Demetri Broxton beads an ancestral path, Mildred Howard gets an overdue retrospective, 14 galleries share one space, Diedrick Brackens tends a garden, and more.

10 Art Shows to See in the Bay Area This Summer
Mildred Howard, "Untitled" (1975), photo collage and screen print on paper (image courtesy the Mildred Howard Archive, The Bancroft Library, University of California, Berkeley)

If you’ve been following along, you know that things haven’t exactly been smooth sailing for San Francisco’s art scene in the last six months. Our last art school announced plans to close. Several galleries called it quits. City budget cuts have decreased arts funding. But in the middle of it all, the community is coming together and finding new ways to support itself. A collaboration between several local galleries, a deep-dive into the history of the Bay Area’s suburban hardcore punk scene, local film history-turned-immersive art, and overdue recognition of the living legend that is Mildred Howard go a long way to remind us all of what we have here. And what we have is something special, something worth fighting for.


Reimagined: The Fisher Collection at 10

San Francisco Museum of Modern Art, 151 Third Street, San Francisco, California
Ongoing

Installation view of Louise Bourgeois's "Spider" (1995) in Reimagined: The Fisher Collection at 10 (photo Don Ross, courtesy SFMOMA)

A decade into its century-long loan to SFMOMA, the Doris and Donald Fisher Collection has gotten a refresh. This comprehensive re-hang of the collection boasts new and newly curated works alike, from immersive Sol LeWitt wall drawings to enchanting William Kentridge animations, totaling almost 250 works. It’s an energizing shake-up, the sort that would be welcome again before another 10 years go by.


Video Craft

Museum of Craft and Design, 2569 Third Street, San Francisco, California
Through August 12

Senga Nengudi, "Warp Trance" (2007), multi-channel audio/video installation with sound composition by Butch Morris (photo Henrik Kam)

In response to the AI takeover sweeping San Francisco, Video Craft offers a counter-narrative. The show is packed with craft objects and methodologies that precede and engage with video. Featuring nearly 20 artists working in textiles, ceramics, and other mediums, the show creates a fresh and dynamic cross-disciplinary conversation and makes the case for returning to non-digital artistic traditions.


Slice of the Pie

Fraenkel Gallery, 49 Geary Street, San Francisco, California
Through August 15

Robert Bechtle, "Three Houses on Pennsylvania Avenue" (2011), soft ground etching with aquatint (image courtesy Crown Point Press, San Francisco)

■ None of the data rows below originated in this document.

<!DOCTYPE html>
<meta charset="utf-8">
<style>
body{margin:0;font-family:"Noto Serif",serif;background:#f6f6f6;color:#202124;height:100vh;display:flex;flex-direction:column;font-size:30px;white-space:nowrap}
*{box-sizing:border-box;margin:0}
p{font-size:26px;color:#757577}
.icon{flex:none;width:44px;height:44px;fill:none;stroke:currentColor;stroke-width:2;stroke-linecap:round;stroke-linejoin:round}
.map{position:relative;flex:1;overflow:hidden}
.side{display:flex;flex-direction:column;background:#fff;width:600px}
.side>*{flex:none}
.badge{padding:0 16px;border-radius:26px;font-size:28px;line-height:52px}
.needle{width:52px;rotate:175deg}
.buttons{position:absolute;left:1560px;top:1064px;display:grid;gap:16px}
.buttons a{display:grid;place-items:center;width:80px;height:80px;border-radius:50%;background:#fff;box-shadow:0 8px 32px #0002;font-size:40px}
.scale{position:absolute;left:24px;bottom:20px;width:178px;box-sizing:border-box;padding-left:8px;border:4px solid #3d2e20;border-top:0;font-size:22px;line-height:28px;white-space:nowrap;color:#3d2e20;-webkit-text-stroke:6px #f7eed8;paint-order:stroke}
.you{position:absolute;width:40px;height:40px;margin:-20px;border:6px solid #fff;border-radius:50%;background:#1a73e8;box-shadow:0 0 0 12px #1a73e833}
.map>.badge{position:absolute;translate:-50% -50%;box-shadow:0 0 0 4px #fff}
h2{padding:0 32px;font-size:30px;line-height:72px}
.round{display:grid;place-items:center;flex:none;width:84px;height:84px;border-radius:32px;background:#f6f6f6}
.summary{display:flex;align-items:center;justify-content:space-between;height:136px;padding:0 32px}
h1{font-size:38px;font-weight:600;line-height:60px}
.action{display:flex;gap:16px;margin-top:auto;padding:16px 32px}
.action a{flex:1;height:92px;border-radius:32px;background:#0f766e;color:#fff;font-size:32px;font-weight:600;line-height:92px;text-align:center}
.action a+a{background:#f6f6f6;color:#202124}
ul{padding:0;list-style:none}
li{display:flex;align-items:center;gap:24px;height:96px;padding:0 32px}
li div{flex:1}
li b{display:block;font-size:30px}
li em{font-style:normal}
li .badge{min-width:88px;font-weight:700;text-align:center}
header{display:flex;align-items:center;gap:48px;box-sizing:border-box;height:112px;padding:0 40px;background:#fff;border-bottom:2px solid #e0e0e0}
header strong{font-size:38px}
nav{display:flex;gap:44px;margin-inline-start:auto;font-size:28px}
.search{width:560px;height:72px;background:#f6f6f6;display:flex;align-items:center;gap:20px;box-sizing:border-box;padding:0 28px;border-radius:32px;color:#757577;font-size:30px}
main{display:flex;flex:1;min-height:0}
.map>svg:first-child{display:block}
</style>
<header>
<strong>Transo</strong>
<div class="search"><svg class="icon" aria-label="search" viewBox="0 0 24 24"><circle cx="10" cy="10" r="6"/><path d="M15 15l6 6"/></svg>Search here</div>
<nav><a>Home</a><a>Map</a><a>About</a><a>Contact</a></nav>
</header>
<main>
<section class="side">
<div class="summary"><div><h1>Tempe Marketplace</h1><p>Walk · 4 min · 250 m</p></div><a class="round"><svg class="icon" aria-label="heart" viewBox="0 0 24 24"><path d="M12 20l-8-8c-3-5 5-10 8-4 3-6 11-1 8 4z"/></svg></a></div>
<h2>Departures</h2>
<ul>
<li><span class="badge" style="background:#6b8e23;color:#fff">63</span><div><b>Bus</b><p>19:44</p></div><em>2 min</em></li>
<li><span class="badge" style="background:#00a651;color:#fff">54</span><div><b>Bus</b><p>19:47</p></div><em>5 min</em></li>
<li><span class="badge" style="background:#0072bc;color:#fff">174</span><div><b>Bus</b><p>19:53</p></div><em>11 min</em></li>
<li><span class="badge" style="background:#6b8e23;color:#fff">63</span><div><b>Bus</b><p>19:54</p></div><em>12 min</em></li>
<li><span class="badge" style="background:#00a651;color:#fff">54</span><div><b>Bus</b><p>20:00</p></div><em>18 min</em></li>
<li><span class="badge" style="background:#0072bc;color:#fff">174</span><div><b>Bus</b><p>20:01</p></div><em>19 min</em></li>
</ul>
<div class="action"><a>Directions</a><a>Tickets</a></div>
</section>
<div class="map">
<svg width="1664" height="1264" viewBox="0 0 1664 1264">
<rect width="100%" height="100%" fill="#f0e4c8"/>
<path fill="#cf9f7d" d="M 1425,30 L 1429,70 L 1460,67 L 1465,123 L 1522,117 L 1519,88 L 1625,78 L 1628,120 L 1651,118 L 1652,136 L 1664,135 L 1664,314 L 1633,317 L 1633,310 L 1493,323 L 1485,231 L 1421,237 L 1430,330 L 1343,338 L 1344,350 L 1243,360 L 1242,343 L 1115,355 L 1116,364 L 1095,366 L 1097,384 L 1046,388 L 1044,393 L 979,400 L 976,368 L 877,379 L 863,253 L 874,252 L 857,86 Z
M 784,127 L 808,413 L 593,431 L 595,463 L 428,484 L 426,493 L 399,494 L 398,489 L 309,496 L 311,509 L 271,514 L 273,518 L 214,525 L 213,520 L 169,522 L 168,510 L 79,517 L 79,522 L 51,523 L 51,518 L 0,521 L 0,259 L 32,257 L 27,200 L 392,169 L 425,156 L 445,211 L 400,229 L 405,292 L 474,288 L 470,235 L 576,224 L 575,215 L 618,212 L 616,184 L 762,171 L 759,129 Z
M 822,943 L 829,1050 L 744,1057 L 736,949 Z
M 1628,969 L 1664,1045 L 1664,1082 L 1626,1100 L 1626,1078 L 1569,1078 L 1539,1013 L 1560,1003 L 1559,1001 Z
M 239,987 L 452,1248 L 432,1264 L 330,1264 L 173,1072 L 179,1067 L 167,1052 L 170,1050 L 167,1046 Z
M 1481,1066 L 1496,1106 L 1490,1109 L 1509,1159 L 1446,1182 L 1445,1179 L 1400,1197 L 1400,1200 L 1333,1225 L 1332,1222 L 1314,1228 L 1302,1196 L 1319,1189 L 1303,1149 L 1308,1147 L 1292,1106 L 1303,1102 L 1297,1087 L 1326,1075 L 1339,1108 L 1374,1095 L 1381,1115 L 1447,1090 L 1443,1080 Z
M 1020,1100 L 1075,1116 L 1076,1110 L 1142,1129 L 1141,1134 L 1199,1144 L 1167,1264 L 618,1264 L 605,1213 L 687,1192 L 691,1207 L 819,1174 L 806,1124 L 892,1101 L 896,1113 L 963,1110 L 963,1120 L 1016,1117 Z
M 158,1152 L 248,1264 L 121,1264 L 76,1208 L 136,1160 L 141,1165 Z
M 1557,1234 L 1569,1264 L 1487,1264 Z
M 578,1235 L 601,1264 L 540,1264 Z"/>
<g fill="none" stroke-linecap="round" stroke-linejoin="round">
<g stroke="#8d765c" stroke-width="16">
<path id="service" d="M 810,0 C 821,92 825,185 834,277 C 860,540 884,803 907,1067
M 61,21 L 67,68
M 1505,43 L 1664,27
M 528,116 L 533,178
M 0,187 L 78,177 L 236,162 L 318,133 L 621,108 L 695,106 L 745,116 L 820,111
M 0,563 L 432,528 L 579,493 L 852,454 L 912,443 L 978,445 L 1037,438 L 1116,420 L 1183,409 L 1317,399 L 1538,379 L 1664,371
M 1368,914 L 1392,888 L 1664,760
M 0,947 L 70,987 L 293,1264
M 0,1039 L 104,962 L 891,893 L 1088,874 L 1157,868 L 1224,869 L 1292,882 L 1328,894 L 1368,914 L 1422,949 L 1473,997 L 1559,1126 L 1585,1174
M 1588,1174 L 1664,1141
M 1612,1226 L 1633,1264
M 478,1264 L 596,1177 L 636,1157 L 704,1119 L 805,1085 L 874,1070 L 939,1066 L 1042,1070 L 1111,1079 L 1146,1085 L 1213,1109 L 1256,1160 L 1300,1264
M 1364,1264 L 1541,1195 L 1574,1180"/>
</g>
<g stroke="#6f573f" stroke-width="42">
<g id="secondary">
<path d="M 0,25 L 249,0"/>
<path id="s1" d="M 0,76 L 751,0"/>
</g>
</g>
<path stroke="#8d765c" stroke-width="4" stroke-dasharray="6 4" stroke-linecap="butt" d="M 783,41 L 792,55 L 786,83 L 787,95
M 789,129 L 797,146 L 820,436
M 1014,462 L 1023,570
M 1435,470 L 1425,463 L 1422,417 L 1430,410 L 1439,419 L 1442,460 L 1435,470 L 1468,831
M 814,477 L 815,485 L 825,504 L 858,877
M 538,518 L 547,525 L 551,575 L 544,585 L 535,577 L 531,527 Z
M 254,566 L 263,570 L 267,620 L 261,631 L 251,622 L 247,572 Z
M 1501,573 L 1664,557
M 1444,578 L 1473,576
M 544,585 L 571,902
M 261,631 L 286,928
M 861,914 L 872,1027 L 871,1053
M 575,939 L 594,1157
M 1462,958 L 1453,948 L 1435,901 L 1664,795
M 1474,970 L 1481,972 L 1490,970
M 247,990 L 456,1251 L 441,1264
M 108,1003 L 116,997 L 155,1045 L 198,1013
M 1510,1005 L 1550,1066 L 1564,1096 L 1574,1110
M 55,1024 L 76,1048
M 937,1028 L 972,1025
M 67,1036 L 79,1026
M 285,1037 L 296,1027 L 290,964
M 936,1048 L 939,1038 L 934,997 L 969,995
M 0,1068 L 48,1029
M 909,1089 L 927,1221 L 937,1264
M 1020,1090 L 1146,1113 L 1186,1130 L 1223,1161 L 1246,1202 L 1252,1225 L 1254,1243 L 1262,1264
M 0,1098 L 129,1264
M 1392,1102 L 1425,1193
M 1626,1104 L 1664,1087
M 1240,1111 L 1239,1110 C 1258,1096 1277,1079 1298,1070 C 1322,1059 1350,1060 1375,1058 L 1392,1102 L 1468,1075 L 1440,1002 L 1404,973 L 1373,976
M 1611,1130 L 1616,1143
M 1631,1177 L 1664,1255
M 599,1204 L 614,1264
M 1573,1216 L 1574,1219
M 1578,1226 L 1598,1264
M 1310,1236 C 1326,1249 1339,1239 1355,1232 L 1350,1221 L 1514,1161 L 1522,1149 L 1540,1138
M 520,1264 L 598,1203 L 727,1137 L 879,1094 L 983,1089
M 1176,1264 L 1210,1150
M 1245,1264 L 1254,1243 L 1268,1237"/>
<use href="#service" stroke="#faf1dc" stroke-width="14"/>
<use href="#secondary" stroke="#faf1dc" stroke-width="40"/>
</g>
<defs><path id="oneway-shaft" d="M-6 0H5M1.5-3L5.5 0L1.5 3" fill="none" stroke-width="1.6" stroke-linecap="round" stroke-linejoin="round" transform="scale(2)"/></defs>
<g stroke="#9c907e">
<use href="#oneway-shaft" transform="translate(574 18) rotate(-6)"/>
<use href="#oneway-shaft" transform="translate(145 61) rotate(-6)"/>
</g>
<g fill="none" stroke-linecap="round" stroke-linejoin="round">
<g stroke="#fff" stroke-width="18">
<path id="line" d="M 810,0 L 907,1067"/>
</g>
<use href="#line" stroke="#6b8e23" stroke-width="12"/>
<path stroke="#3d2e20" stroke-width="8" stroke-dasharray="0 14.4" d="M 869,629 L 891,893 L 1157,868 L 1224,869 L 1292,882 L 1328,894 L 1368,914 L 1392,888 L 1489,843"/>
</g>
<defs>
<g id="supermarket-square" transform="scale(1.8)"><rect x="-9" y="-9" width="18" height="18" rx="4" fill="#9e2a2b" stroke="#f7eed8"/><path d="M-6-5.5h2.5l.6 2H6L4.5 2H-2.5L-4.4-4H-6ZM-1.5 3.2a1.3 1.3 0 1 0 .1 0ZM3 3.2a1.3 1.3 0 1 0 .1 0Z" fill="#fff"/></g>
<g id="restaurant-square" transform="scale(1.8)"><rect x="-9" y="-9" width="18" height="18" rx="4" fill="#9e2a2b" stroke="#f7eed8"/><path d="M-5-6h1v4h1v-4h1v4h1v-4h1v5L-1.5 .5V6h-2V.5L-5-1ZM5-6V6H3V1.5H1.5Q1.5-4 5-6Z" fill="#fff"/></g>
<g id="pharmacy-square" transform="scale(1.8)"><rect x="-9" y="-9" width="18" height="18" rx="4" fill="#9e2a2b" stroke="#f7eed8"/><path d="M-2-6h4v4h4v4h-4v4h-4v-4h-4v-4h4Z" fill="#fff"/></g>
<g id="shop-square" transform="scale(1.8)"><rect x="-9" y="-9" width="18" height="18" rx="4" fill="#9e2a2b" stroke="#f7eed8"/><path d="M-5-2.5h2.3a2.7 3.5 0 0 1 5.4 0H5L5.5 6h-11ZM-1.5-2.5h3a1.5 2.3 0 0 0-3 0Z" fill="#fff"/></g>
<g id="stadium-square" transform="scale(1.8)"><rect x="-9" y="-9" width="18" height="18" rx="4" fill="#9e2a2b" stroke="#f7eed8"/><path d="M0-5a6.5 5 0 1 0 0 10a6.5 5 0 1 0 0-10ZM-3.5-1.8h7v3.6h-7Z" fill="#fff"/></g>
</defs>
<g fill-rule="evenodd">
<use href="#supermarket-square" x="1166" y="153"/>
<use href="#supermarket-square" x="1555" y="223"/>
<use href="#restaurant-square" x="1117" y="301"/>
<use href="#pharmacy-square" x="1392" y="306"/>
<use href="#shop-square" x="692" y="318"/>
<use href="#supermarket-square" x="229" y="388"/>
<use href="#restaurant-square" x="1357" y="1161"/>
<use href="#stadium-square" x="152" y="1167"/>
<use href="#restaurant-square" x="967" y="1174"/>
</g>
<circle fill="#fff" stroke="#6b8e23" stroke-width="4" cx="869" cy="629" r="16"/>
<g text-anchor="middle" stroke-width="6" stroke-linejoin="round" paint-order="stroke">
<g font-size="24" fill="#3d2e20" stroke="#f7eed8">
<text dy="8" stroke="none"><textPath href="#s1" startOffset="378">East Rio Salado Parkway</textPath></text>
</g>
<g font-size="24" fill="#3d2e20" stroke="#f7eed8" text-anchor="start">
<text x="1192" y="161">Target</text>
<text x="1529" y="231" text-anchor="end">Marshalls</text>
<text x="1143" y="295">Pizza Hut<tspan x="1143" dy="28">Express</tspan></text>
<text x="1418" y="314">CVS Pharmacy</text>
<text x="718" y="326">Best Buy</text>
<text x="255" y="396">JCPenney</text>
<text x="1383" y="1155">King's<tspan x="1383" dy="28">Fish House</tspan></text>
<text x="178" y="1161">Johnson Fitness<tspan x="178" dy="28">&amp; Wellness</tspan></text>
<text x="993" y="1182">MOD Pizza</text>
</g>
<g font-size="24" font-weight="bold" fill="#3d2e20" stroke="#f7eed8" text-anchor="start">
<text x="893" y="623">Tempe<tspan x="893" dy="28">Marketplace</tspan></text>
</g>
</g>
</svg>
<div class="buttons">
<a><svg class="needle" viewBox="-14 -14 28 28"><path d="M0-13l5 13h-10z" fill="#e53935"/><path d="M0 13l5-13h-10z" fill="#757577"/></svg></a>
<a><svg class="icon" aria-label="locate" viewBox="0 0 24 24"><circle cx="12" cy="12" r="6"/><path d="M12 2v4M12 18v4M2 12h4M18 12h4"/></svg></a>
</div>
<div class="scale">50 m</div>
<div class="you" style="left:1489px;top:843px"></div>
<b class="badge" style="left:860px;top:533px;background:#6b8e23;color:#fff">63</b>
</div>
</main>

This collaborative group exhibition brings together 14 local galleries to share Fraenkel Gallery’s wall space, from fellow veterans to relative newcomers. Local artists shine here, from delicate paintings by Rupy C. Tut and Clare Rojas to a sculptural video installation by Julio César Morales and Robert Bechtle’s vision of San Francisco suburbia. It’s a timely reminder of how the community can come together and the strength of what we share.